The study, released on Monday ahead of the historic UN Water Conference, highlights the dire situation where children are most vulnerable and where investment in solutions is desperately needed to prevent unnecessary deaths.
According to the analysis, West and Central Africa are among the most water-insecure and climate-impacted regions globally, with Benin, Burkina Faso, Cameroon, Chad, Côte d’Ivoire, Guinea, Mali, Niger, Nigeria, and Somalia facing the triple threat of water-related crises.
Furthermore, these countries are also facing instability and armed conflict, making the situation for children even more dire, as clean water and sanitation become increasingly scarce.
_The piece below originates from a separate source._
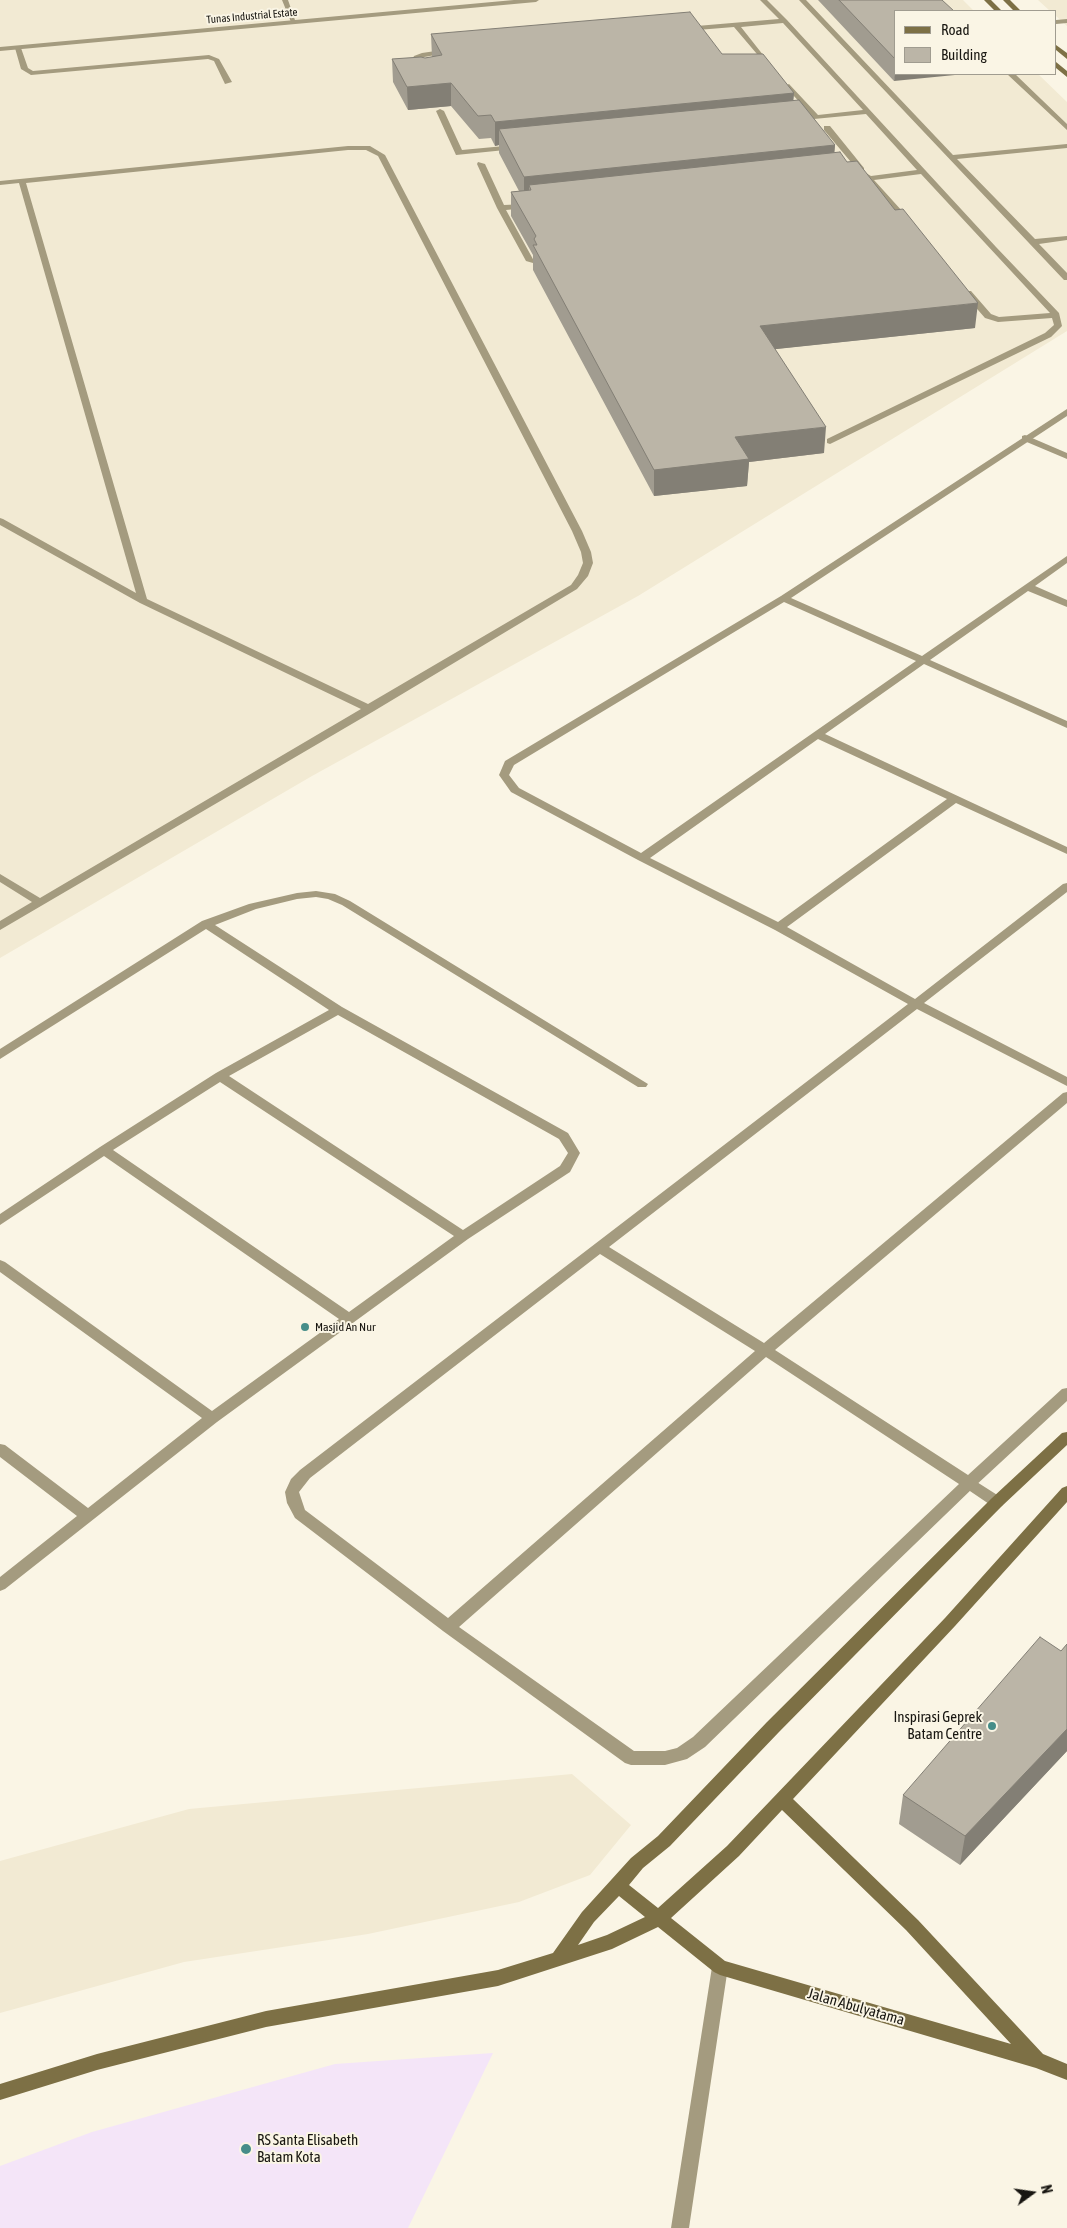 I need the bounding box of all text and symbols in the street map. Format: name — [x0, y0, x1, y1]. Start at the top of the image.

In the ten hotspots, nearly one-third of children do not have access to basic water at home, while two-thirds do not have basic sanitation services, with a quarter of children practising open defecation. Hand hygiene is also limited, with three-quarters of children unable to wash their hands due to a lack of water and soap at home.
As a result, these countries also carry the heaviest burden of child deaths from diseases caused by inadequate WASH facilities, such as diarrhoeal diseases, with six of the ten countries having faced cholera outbreaks in the past year.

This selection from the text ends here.